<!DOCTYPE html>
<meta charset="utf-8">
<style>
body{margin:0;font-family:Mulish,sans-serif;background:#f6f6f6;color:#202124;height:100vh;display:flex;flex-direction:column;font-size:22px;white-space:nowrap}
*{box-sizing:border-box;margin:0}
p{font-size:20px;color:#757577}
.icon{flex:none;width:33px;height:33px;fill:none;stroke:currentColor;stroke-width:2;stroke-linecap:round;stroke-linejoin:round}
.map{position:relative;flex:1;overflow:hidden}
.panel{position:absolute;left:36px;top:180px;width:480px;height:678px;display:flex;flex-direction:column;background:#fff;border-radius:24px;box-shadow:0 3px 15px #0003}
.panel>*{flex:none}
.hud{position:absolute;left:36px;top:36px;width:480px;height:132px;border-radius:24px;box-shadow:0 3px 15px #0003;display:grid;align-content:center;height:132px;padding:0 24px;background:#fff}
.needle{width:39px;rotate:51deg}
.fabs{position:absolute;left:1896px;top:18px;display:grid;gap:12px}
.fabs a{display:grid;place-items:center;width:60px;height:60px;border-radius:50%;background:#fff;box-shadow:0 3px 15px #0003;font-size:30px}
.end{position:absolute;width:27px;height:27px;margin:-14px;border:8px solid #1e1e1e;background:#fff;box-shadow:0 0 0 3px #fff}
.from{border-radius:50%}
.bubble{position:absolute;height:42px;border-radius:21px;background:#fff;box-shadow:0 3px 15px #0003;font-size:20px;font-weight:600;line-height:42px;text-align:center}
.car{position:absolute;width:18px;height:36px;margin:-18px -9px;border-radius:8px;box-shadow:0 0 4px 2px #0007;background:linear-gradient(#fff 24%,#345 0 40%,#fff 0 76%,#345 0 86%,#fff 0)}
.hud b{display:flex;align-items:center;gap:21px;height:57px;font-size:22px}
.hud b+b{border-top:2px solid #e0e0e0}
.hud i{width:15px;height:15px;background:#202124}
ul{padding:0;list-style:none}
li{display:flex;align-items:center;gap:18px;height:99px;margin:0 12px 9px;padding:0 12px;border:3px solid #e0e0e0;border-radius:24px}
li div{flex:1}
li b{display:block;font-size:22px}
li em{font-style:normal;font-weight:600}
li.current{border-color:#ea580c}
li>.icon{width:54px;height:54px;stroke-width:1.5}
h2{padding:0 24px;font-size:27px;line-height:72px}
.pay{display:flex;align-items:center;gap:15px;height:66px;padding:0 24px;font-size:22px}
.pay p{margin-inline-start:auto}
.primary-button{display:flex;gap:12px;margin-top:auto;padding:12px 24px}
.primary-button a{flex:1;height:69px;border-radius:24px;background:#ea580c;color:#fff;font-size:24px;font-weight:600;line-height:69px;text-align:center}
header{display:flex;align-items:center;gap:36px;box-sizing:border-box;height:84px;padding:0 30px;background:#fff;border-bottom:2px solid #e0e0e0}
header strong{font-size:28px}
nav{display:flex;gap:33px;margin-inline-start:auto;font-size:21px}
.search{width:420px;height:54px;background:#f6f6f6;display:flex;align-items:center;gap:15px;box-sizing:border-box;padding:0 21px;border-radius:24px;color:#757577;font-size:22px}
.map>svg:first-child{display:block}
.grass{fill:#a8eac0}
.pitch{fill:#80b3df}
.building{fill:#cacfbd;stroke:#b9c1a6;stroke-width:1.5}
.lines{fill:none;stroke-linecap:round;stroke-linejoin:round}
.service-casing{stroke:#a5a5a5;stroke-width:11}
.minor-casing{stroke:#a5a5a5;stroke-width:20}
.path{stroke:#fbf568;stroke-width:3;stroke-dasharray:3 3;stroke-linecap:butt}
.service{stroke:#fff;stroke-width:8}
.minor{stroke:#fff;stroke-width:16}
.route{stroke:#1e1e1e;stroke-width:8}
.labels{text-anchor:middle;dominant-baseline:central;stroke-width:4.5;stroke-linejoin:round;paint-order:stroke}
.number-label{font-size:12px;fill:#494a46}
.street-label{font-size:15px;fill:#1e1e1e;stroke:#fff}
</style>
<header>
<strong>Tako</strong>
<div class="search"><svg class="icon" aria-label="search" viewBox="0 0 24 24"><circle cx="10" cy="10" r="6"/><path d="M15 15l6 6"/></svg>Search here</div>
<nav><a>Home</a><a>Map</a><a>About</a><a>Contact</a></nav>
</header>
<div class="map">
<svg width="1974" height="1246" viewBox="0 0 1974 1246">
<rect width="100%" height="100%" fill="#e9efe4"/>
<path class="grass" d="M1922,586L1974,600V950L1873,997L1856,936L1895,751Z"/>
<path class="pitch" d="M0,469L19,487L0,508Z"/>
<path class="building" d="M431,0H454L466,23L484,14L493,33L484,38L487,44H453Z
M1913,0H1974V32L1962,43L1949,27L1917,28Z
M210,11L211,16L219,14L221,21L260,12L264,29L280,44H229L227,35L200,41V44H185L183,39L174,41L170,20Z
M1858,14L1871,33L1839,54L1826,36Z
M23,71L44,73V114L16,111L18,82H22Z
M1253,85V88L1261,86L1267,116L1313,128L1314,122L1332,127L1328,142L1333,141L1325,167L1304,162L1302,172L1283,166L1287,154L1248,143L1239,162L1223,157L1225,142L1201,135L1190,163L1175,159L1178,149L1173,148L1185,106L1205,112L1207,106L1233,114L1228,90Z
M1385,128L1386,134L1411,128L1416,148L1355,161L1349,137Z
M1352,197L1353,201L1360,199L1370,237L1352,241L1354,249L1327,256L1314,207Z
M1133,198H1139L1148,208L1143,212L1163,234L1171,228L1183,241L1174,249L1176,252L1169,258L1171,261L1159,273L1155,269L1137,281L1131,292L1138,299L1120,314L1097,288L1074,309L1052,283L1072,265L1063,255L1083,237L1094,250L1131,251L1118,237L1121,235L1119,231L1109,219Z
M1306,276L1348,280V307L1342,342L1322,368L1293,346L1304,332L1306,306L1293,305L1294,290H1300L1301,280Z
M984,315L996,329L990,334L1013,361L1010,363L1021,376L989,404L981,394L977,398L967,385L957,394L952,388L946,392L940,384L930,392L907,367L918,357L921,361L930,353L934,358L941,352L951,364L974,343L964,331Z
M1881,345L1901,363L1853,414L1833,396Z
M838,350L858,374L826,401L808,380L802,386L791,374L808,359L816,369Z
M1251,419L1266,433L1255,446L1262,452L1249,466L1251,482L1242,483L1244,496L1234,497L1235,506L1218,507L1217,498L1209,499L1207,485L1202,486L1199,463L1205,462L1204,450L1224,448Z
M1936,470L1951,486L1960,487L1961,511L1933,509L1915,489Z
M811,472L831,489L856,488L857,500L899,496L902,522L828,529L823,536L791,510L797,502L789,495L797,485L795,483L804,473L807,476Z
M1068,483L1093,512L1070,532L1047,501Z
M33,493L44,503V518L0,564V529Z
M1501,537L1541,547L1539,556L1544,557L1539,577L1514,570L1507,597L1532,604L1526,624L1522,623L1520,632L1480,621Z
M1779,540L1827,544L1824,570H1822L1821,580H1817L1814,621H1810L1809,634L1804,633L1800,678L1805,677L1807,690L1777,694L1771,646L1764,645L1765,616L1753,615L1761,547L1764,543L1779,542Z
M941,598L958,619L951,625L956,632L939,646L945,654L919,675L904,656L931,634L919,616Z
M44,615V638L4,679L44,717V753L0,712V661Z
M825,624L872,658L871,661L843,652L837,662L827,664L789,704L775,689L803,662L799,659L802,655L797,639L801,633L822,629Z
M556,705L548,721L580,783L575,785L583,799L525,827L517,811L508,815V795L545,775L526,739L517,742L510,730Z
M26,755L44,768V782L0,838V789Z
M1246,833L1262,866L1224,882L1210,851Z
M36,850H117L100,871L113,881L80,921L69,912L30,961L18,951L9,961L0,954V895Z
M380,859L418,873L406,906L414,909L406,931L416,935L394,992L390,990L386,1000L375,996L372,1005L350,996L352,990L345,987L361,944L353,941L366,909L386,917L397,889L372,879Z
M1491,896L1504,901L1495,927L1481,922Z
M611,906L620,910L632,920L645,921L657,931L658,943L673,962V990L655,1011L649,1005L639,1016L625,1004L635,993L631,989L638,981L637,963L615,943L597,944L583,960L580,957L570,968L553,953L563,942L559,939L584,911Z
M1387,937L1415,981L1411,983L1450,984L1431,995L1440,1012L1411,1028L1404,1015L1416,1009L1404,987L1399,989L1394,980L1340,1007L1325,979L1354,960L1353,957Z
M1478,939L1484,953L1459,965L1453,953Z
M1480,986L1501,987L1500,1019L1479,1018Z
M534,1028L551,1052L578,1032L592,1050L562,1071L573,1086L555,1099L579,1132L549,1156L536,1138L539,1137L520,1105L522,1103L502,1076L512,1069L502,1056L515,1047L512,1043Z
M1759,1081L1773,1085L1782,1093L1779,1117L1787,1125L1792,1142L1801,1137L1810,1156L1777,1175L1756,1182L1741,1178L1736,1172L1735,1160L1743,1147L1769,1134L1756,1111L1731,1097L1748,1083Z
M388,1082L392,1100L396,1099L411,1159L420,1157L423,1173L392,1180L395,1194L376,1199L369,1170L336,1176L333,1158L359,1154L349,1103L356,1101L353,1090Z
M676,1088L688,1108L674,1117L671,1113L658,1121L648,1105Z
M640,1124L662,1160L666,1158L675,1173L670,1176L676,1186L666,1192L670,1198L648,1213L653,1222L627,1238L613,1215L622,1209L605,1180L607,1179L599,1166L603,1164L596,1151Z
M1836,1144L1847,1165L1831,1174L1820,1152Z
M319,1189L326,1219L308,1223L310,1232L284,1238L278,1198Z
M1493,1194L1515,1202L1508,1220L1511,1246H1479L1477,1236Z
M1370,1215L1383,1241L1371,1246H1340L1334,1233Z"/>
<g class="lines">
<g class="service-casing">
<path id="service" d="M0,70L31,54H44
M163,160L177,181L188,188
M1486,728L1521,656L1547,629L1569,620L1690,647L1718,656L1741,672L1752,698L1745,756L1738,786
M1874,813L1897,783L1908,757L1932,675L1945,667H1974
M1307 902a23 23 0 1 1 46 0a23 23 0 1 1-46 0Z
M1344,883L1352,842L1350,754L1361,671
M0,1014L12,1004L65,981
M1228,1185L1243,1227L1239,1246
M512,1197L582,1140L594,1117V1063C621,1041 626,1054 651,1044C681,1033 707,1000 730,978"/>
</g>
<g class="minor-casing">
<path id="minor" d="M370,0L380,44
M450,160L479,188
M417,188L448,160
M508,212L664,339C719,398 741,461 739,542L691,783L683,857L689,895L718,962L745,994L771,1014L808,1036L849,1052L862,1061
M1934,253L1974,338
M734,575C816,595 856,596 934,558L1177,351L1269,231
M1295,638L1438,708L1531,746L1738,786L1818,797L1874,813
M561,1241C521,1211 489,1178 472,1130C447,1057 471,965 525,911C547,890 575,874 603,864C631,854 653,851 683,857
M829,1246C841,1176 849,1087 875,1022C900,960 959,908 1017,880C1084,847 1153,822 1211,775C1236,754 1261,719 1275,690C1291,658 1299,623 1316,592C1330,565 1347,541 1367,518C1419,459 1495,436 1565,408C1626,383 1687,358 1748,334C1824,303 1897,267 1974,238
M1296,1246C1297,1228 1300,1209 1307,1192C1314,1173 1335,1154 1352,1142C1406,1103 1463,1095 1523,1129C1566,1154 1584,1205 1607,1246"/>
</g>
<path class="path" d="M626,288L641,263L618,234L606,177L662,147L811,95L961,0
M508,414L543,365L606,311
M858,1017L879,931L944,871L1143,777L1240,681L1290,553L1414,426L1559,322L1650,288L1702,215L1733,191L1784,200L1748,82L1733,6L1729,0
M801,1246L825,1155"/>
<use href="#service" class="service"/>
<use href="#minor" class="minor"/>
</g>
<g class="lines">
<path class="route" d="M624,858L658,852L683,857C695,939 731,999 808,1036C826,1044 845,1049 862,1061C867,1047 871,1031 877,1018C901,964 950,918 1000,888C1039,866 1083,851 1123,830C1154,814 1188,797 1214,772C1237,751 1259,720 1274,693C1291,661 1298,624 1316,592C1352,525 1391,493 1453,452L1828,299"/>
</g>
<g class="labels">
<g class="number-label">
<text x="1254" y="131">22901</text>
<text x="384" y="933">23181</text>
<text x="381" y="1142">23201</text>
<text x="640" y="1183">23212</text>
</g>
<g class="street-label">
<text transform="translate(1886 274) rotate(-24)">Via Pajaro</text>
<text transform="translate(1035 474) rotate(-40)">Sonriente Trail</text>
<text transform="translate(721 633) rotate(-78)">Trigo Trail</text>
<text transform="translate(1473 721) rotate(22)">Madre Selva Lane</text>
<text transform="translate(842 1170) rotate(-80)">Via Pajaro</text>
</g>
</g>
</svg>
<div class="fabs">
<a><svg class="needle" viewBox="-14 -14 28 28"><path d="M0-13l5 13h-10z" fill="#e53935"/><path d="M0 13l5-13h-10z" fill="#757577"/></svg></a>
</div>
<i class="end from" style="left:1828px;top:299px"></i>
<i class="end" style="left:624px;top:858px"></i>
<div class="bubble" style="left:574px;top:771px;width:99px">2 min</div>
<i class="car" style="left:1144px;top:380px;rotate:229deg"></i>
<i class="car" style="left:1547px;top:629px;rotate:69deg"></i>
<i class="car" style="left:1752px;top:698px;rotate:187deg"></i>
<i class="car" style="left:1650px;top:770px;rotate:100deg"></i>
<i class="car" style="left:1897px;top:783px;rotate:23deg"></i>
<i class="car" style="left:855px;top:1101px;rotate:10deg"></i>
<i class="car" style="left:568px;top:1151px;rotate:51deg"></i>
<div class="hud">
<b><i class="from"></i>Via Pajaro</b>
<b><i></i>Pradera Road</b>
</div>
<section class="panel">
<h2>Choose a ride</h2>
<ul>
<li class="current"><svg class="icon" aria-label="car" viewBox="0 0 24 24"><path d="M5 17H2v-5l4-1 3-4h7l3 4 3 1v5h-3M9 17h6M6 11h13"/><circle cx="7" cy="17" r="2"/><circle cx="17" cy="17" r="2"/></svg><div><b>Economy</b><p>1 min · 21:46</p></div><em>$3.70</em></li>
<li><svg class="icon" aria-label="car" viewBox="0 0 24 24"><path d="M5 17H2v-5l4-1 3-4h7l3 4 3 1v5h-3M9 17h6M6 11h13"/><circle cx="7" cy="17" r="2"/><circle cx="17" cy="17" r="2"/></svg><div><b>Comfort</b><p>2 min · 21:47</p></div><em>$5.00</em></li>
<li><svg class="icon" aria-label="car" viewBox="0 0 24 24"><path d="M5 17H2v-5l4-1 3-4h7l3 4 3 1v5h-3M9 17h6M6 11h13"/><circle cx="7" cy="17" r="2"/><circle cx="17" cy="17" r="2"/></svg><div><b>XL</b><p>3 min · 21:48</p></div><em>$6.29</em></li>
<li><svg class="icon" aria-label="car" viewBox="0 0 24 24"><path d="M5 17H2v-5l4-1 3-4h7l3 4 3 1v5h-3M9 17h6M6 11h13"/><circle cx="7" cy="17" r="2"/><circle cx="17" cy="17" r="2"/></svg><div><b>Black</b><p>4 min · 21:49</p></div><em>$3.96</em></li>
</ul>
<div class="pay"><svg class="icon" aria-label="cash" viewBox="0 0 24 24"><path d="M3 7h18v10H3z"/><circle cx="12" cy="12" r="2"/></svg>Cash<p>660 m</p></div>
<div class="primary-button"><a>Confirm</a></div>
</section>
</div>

**Required work:** For each line above that carries the word "absolute", copy it out.

**Your solution:**
.panel{position:absolute;left:36px;top:180px;width:480px;height:678px;display:flex;flex-direction:column;background:#fff;border-radius:24px;box-shadow:0 3px 15px #0003}
.hud{position:absolute;left:36px;top:36px;width:480px;height:132px;border-radius:24px;box-shadow:0 3px 15px #0003;display:grid;align-content:center;height:132px;padding:0 24px;background:#fff}
.fabs{position:absolute;left:1896px;top:18px;display:grid;gap:12px}
.end{position:absolute;width:27px;height:27px;margin:-14px;border:8px solid #1e1e1e;background:#fff;box-shadow:0 0 0 3px #fff}
.bubble{position:absolute;height:42px;border-radius:21px;background:#fff;box-shadow:0 3px 15px #0003;font-size:20px;font-weight:600;line-height:42px;text-align:center}
.car{position:absolute;width:18px;height:36px;margin:-18px -9px;border-radius:8px;box-shadow:0 0 4px 2px #0007;background:linear-gradient(#fff 24%,#345 0 40%,#fff 0 76%,#345 0 86%,#fff 0)}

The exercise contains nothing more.